![CC-BY-SA](https://mirrors.creativecommons.org/presskit/buttons/88x31/svg/by-sa.svg)
This notebook was created by [Bernardo Freitas Paulo da Costa](http://www.im.ufrj.br/bernardofpc),
and is licensed under Creative Commons BY-SA

# Libs

In [None]:
import SDDP, JuMP, ASDDiP, PyPlot

In [None]:
import LaTeXStrings: @L_str

## Local utils

In [None]:
function graph_fcfs(m, t, ts, QTrue; filename=nothing)
    qe = QTrue
    qt = ASDDiP.Qtilde(m,t,1,ts)
    qf = ASDDiP.Qfrak(m,t,1,ts)

    fig, (ax1,ax2) = PyPlot.subplots(ncols=2, figsize=(12,4))
    PyPlot.suptitle("Stage $t")

    ax1[:plot](ts, qe, label=L"$\overline{Q}$: exact")
    ax1[:plot](ts, qt, label=L"$\tilde{Q}$: mean of next stage approximations")
    ax1[:plot](ts, qf, label=L"$\mathfrak{Q}$: current stage approximation")
    ax1[:legend]()
    ax1[:set_title]("Future cost functions")
    ax1[:grid]()

    ax2[:plot](ts, qt - qf, label=L"$\tilde{Q} - \mathfrak{Q}$")
    ax2[:plot](ts, qe - qf, label=L"$\overline{Q} - \mathfrak{Q}$")
    ax2[:plot](ts, qe - qt, label=L"$\overline{Q} - \tilde{Q}$")
    ax2[:set_title]("Differences")
    ax2[:legend]()
    ax2[:grid]()

    if filename != nothing
        PyPlot.savefig(filename)
    end
end

# A toy model for ALD-SDDiP

## Description

$$\begin{array}{rl}
      \min  & \mathbb{E}\left[\sum\limits_t \beta^{t-1}|x_t|\right] \\
\text{s.t.} & \quad x_t = x_{t-1} + c_t + \xi_t \\
            & \quad c_t \in \{\pm 1\}
\end{array} $$

## Future cost functions

The corresponding dynamic programming / recursive equations are:

$$ Q_t(x_{t-1},\xi_t) =
  \begin{array}[t]{rl}
  \min\limits_{x_t} & |x_t| + \beta \cdot \mathbb{E}\left[ Q_{t+1}(x_t,\xi_{t+1}) \right] \\
  \text{s.t.}       & x_t = x_{t-1} + c_t + \xi_t \\
                    & c_t \in \{\pm1\}
  \end{array}
$$

The averages will be denoted (as usual) by $\overline{Q}_t(x_{t-1}) = \mathbb{E}\big[ Q_t(x_{t-1},\xi_t) \big]$.

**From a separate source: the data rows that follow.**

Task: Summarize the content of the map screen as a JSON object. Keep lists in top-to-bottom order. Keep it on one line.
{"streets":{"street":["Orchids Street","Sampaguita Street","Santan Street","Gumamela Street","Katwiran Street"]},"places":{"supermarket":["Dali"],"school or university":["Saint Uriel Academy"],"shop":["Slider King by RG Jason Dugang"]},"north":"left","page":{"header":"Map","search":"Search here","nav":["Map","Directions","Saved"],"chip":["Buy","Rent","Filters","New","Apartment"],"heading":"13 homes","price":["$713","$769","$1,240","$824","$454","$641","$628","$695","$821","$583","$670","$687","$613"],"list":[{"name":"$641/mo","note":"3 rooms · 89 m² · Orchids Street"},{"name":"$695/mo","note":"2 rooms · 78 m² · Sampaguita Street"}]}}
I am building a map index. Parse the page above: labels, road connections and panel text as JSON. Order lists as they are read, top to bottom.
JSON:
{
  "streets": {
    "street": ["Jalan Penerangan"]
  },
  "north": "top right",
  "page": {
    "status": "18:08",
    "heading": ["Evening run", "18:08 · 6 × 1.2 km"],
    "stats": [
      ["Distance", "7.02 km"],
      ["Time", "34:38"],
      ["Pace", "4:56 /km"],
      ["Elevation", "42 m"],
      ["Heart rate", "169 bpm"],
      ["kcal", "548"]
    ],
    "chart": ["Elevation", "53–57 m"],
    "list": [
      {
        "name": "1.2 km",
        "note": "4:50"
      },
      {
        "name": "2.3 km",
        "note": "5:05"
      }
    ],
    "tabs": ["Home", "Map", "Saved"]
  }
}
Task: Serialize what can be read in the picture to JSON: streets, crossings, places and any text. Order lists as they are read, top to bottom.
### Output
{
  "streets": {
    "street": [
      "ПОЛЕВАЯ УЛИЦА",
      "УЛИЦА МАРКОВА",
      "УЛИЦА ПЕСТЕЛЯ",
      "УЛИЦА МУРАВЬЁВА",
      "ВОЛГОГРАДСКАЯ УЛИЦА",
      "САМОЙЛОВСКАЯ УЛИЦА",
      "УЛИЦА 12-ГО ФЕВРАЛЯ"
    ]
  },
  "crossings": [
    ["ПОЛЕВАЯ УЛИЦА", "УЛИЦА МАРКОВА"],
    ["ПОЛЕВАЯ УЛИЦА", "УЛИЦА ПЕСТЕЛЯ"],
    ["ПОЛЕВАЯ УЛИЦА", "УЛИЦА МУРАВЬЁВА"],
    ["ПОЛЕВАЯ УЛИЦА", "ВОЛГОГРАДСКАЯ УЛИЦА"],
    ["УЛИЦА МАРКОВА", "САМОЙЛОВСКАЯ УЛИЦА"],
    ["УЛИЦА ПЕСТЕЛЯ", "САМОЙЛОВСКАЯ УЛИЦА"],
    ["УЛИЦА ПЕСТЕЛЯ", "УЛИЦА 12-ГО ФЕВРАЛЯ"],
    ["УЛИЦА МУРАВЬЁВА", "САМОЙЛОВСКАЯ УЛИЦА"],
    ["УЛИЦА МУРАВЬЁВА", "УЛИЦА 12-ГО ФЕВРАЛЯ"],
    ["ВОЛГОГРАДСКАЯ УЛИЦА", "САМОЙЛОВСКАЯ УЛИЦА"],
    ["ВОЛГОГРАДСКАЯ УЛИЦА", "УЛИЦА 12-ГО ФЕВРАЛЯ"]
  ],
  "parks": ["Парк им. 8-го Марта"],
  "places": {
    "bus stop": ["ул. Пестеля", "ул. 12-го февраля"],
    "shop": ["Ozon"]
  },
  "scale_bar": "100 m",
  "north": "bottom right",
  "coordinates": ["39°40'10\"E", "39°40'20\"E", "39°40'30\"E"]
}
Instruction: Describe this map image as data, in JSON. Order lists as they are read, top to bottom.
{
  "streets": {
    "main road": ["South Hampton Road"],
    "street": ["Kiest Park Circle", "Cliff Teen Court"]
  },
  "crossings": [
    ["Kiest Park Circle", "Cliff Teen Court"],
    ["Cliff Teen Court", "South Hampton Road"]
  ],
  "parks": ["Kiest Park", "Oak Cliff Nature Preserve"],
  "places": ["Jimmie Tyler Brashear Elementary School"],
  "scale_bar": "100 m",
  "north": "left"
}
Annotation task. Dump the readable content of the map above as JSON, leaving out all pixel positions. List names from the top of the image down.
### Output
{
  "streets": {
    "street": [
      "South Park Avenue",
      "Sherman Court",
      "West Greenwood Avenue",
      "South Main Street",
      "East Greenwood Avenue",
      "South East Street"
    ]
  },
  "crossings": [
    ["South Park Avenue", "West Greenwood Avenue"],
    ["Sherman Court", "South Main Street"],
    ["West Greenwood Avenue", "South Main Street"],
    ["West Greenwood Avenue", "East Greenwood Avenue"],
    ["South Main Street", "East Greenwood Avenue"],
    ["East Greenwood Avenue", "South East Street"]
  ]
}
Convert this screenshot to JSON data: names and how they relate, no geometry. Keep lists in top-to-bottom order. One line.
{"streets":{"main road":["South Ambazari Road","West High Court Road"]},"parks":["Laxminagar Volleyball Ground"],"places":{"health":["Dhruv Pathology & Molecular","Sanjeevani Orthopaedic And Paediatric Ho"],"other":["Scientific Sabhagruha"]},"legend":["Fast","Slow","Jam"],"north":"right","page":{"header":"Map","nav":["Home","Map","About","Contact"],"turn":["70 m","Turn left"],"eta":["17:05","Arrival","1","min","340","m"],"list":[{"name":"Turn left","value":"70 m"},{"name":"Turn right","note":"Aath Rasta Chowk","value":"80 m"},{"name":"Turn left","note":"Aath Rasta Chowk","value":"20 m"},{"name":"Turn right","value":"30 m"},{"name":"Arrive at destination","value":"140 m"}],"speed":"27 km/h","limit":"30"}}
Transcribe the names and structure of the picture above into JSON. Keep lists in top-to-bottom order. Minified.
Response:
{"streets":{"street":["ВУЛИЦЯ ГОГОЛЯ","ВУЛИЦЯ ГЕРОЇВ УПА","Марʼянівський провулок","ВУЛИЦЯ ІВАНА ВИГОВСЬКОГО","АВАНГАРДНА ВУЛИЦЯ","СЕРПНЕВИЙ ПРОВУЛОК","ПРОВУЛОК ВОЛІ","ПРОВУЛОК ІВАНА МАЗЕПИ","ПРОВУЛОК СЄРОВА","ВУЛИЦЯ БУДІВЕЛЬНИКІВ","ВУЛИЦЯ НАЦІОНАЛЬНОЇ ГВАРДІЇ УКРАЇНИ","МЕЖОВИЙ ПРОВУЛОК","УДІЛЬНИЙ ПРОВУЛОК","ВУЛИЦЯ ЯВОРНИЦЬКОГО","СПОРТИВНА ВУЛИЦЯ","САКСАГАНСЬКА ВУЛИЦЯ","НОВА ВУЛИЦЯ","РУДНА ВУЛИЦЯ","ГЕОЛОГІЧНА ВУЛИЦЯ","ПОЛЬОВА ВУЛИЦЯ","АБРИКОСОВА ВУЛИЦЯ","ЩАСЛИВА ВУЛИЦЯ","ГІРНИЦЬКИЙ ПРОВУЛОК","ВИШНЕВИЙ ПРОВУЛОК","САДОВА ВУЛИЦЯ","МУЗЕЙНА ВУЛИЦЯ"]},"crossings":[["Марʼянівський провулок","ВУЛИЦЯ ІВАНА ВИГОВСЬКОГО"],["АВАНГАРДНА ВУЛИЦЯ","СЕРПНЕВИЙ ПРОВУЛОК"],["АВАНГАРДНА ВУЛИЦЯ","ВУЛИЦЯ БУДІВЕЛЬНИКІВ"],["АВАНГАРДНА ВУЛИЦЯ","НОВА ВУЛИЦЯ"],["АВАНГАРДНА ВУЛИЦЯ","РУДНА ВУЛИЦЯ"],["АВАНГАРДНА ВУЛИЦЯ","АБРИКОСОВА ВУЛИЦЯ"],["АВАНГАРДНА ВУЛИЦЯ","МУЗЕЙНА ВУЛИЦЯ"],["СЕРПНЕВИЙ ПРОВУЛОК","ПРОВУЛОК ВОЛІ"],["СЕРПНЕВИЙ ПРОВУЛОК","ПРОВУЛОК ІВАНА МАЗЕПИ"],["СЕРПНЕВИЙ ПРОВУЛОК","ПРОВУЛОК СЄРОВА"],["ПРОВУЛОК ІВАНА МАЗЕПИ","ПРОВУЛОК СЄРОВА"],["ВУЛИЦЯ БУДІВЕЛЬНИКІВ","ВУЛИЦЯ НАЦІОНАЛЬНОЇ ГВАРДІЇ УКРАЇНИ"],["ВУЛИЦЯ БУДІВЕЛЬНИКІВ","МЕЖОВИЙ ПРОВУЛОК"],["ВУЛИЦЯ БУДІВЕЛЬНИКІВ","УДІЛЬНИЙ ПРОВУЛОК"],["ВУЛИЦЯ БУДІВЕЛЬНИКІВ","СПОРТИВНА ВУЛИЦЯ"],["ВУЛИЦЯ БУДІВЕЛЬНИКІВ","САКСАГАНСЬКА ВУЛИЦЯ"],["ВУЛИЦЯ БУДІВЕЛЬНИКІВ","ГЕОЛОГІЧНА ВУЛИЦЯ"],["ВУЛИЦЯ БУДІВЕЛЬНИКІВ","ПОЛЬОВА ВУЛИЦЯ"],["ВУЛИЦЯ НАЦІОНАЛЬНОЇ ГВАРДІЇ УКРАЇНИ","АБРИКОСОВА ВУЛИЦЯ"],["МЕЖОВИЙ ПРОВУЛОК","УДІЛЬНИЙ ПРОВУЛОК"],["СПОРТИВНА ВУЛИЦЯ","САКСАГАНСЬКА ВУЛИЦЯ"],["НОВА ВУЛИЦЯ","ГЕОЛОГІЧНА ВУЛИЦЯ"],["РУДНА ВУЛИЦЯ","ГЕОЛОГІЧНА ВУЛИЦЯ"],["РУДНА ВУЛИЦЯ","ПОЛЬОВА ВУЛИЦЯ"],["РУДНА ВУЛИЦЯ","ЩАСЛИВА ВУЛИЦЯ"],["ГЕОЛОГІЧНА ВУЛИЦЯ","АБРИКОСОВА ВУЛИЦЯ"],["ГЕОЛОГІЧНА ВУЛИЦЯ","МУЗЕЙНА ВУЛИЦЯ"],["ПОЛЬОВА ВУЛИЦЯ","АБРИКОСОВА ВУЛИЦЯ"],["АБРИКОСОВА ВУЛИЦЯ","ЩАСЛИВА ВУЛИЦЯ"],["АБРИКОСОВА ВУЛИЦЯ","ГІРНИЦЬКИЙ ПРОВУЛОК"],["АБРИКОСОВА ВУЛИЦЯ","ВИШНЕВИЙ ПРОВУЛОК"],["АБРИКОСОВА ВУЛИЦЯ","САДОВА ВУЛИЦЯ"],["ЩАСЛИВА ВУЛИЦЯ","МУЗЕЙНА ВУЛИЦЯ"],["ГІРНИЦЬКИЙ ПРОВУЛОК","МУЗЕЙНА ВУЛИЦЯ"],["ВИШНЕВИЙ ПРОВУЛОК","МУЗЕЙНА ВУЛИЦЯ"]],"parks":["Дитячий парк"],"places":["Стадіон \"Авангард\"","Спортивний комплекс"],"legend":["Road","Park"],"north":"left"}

### Cuts and lower approximations

Any lower bound for $\overline{Q}_{t+1}$ is a _cut_.
The maximum of $k$ such cuts is denoted $\mathfrak{Q}_{t+1}^k$, and is constructed incrementally during the SDDP algorithm.
The dynamic programming where we replace $\overline{Q}_{t+t}$ with $\mathfrak{Q}_{t+1}$ yields the backwards functions:
$$ \tilde{Q}_t^k(x_{t-1},\xi_t) =
  \begin{array}[t]{rl}
  \min\limits_{x_t} & |x_t| + \beta \cdot \mathfrak{Q}_{t+1}^k(x_t) \\
  \text{s.t.}       & x_t = x_{t-1} + c_t + \xi_t \\
                    & c_t \in \{\pm1\}
  \end{array}
$$


## Analytic solution using symmetry

In [None]:
cost(x::Float64) = abs(x)
next_step(x::Float64) = (x >=0 ? x-1 : x+1)

In [None]:
function Q2_bar(x2::T, nmax::Int, noise::AbstractArray{T,1}, beta=0.5::Float64, t=1::Int) where T
    if t >= nmax
        return 0.0
    end

    nsamples = length(noise)
    ans = 0.0
    for xi in noise
        ans += solve_bin_sym(x2+xi, nmax, noise, beta, t+1)
    end
    return ans/nsamples
end
    
function solve_bin_sym(x::T, nmax::Int, noise::AbstractArray{T,1}, beta=0.5::Float64, t=1::Int) where T
    if t > nmax
        return 0.0
    end
    
    x2 = next_step(x)
    return cost(x2) + beta*Q2_bar(x2, nmax, noise, beta, t)
end

## Data 

### The discount factor $\beta$

We take a relatively "small" decay, $\beta = 0.9$.

In [None]:
discount = 0.9

### The noise $\xi_t$

Is identically distributed ("periodic system"), and **symmetric** (important for the analytic solution above).

In [None]:
srand(11111)
A_noise   = 0.4
num_noise = 5
noise = randn(num_noise)
noise = A_noise * [noise; -noise];

## Calculations for a 61-point discretization

In [None]:
ts = -3:0.1:3

In [None]:
Qt3 = Vector{Float64}[]
for t = 1:7
    v = [Q2_bar(ti, 8, noise, discount, t) for ti in ts]
    push!(Qt3, v)
end

In [None]:
fig, (ax1,ax2) = PyPlot.subplots(ncols=2, figsize=(10,4))
for t = 1:7
    ax1[:plot](ts, Qt3[t], label="$t")
    ax2[:plot](ts, Qt3[t]*discount^t, label="$t")
end
ax1[:set_title]("Future cost (value at current time)")
ax2[:set_title]("Future cost (in 1st stage values)")
ax2[:legend](title=L"Stage $t$", bbox_to_anchor=(1,0.5), loc="center left");

The future cost "at current time" can also be interpreted as the future cost at the first stage considering a time horizon of $9-t$ stages.
So, for example, the line corresponding to "stage 3" is also the future cost function at the first stage of a 6-stage problem.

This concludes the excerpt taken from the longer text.